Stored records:
______

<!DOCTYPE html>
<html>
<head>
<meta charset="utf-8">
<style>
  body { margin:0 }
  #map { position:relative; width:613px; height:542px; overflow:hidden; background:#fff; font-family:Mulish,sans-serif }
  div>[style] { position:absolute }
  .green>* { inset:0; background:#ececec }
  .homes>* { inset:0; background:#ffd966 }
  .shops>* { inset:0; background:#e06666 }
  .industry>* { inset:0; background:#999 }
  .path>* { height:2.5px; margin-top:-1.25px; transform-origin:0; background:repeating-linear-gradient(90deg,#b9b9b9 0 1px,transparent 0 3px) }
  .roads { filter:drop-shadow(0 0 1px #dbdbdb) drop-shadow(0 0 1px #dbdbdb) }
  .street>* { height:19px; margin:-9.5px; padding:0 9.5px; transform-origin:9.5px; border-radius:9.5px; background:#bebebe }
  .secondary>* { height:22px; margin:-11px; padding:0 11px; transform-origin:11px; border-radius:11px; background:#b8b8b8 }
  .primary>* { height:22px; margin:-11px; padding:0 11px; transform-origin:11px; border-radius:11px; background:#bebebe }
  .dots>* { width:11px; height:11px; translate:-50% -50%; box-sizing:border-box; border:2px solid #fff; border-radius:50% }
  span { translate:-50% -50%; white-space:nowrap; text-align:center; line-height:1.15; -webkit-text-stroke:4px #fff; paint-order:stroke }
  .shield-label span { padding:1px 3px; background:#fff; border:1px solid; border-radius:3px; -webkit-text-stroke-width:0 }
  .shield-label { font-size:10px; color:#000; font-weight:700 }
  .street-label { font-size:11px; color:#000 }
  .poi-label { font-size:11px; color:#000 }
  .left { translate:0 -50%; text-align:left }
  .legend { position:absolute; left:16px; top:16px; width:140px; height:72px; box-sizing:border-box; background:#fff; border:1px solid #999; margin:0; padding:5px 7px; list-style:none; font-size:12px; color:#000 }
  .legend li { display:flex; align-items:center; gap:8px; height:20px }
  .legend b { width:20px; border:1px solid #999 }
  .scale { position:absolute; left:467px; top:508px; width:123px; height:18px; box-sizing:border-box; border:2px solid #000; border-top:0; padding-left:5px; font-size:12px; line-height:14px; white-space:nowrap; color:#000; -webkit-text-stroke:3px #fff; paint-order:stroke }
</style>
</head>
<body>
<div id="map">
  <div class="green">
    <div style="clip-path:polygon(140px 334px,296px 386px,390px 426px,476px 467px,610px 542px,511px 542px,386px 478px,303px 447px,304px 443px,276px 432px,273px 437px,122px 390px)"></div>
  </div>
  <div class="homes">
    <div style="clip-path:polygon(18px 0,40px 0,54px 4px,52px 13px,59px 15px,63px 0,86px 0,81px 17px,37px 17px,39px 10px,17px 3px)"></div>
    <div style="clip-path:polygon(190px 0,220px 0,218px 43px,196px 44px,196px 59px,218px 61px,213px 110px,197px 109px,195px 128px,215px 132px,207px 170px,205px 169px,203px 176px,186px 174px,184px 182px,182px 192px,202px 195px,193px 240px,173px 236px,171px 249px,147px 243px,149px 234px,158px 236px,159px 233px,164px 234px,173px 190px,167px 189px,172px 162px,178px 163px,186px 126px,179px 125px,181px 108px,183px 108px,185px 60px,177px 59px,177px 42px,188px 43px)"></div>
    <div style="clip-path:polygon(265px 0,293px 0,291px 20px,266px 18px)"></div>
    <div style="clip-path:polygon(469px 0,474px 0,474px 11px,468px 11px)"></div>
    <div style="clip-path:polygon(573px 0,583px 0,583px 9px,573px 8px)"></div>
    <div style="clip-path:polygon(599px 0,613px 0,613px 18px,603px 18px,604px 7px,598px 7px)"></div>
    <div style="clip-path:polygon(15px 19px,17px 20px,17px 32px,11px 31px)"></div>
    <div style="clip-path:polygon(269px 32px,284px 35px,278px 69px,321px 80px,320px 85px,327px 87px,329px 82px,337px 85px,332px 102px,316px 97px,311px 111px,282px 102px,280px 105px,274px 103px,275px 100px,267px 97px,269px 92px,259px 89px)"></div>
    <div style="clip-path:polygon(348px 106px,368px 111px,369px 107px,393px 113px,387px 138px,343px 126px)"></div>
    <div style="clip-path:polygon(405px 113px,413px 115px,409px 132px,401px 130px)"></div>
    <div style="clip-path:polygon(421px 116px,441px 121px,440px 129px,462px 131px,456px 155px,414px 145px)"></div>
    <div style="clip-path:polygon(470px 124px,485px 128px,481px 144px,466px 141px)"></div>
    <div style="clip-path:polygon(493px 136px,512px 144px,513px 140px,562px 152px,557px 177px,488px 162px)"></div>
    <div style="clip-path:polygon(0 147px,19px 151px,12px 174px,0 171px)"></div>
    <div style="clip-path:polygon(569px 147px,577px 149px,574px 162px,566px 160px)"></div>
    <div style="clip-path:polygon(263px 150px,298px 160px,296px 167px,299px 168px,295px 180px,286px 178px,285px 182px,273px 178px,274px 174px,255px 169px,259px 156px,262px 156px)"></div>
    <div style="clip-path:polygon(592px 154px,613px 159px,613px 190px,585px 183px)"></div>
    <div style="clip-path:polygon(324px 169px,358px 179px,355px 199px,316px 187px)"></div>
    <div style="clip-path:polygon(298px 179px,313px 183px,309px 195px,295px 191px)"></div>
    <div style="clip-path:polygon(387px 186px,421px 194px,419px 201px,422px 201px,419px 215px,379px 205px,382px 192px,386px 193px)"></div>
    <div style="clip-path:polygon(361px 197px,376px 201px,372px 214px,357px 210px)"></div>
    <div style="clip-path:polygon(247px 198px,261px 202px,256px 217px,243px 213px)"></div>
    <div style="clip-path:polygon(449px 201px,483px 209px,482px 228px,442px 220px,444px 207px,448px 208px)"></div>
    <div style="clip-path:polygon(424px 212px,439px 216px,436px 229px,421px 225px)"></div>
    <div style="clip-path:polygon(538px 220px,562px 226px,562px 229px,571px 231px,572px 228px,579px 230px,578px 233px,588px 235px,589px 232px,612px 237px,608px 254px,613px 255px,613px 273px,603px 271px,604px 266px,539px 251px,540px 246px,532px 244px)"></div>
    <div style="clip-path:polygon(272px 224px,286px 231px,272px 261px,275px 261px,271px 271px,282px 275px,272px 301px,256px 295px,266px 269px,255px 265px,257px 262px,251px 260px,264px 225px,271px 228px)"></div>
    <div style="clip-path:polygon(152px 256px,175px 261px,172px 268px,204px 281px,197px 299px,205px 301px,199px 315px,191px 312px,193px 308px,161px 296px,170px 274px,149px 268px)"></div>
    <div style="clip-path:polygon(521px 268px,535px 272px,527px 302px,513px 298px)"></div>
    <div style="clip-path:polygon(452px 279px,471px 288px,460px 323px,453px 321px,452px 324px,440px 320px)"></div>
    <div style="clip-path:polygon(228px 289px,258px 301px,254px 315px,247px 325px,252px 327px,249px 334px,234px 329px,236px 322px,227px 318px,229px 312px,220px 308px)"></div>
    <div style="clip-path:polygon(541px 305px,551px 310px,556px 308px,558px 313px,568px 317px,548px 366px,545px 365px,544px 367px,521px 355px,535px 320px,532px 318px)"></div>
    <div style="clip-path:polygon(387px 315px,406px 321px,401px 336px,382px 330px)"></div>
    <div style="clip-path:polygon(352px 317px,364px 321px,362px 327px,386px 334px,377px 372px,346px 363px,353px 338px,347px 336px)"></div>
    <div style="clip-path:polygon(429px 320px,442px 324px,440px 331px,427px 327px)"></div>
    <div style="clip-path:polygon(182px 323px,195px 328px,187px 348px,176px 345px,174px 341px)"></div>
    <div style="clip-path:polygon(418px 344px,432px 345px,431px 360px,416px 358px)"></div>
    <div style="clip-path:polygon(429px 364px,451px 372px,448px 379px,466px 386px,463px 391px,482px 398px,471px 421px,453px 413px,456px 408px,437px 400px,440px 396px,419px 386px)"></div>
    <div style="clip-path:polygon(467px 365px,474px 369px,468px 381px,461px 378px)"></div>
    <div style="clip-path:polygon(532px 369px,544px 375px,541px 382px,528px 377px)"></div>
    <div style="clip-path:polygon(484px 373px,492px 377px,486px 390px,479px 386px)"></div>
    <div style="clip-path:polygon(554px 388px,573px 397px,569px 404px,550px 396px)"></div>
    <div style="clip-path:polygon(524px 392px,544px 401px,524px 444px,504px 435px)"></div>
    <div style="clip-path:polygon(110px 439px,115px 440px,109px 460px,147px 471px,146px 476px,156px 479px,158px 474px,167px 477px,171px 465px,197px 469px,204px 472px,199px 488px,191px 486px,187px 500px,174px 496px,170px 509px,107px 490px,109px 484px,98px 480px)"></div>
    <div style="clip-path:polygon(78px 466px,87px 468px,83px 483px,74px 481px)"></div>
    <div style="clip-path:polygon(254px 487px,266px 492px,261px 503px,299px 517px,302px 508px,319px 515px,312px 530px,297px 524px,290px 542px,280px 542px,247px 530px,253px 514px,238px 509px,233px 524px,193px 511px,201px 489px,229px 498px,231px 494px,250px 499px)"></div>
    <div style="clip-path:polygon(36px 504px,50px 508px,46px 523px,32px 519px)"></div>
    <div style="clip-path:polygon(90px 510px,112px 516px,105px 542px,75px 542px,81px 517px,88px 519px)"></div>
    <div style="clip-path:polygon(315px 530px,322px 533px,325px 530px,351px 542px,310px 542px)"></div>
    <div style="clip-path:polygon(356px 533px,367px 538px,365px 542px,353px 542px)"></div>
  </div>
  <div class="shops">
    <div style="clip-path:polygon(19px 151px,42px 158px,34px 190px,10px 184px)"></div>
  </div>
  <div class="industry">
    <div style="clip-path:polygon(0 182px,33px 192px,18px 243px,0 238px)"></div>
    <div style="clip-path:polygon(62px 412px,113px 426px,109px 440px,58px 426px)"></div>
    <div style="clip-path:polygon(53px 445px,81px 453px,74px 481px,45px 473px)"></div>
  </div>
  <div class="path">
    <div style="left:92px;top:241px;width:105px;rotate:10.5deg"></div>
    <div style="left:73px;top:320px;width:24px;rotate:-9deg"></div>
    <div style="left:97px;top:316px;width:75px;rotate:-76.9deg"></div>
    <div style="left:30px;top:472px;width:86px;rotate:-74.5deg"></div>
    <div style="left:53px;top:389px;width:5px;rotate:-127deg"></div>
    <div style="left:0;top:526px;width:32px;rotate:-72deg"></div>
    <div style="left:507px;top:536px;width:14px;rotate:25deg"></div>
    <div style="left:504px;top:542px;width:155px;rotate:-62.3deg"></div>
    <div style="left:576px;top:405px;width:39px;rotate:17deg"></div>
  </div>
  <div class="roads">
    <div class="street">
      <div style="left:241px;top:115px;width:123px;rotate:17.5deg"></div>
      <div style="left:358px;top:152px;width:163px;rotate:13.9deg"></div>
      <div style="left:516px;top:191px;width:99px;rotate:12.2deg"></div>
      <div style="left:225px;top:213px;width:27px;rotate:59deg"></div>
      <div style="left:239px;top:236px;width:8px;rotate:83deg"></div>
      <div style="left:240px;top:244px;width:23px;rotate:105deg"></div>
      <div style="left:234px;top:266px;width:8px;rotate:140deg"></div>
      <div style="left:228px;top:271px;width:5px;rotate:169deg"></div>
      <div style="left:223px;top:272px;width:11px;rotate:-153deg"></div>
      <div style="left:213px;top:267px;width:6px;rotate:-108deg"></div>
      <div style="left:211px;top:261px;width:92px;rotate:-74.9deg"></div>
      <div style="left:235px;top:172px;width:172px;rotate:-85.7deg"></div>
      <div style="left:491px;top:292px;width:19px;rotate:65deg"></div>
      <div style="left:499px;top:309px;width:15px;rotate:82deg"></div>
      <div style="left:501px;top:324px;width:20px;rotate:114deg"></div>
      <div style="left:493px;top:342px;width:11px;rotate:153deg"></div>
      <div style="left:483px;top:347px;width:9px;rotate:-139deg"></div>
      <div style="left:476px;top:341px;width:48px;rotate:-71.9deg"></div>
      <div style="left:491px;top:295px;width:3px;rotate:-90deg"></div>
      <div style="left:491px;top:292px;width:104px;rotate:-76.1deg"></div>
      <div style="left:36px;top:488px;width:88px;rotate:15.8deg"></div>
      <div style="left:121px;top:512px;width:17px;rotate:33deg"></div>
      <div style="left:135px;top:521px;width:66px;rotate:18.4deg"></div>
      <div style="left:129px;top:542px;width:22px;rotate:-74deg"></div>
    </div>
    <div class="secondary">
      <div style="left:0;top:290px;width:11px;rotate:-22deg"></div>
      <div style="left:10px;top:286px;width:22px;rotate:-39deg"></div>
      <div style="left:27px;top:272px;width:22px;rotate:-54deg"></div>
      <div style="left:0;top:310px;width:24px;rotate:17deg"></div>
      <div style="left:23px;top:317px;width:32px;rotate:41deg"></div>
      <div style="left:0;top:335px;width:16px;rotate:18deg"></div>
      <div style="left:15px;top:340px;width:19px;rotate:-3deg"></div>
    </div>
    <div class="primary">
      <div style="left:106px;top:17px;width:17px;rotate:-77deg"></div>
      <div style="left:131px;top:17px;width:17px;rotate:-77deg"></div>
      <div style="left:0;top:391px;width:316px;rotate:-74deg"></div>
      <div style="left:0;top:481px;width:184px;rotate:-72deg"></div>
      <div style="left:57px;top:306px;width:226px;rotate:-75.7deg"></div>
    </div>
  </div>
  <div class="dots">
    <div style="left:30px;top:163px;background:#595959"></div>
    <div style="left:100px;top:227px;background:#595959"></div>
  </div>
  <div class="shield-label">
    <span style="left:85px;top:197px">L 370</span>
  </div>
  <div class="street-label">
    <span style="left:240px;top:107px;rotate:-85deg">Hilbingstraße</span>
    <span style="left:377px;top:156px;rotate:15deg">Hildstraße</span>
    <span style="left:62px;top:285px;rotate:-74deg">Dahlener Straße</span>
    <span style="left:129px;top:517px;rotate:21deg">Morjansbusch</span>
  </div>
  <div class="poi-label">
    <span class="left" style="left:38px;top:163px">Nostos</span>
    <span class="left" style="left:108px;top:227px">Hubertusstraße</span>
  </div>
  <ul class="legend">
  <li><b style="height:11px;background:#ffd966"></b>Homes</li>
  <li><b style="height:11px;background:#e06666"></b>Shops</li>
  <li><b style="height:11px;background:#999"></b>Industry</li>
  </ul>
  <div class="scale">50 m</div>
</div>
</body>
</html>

______

### Work to complete
All lines from the beginning of the entries through the line marked "padding:1px 3px; background:#fff;" are to be output exactly; nothing else belongs in the answer.

### Solution for this task
<!DOCTYPE html>
<html>
<head>
<meta charset="utf-8">
<style>
  body { margin:0 }
  #map { position:relative; width:613px; height:542px; overflow:hidden; background:#fff; font-family:Mulish,sans-serif }
  div>[style] { position:absolute }
  .green>* { inset:0; background:#ececec }
  .homes>* { inset:0; background:#ffd966 }
  .shops>* { inset:0; background:#e06666 }
  .industry>* { inset:0; background:#999 }
  .path>* { height:2.5px; margin-top:-1.25px; transform-origin:0; background:repeating-linear-gradient(90deg,#b9b9b9 0 1px,transparent 0 3px) }
  .roads { filter:drop-shadow(0 0 1px #dbdbdb) drop-shadow(0 0 1px #dbdbdb) }
  .street>* { height:19px; margin:-9.5px; padding:0 9.5px; transform-origin:9.5px; border-radius:9.5px; background:#bebebe }
  .secondary>* { height:22px; margin:-11px; padding:0 11px; transform-origin:11px; border-radius:11px; background:#b8b8b8 }
  .primary>* { height:22px; margin:-11px; padding:0 11px; transform-origin:11px; border-radius:11px; background:#bebebe }
  .dots>* { width:11px; height:11px; translate:-50% -50%; box-sizing:border-box; border:2px solid #fff; border-radius:50% }
  span { translate:-50% -50%; white-space:nowrap; text-align:center; line-height:1.15; -webkit-text-stroke:4px #fff; paint-order:stroke }
  .shield-label span { padding:1px 3px; background:#fff; border:1px solid; border-radius:3px; -webkit-text-stroke-width:0 }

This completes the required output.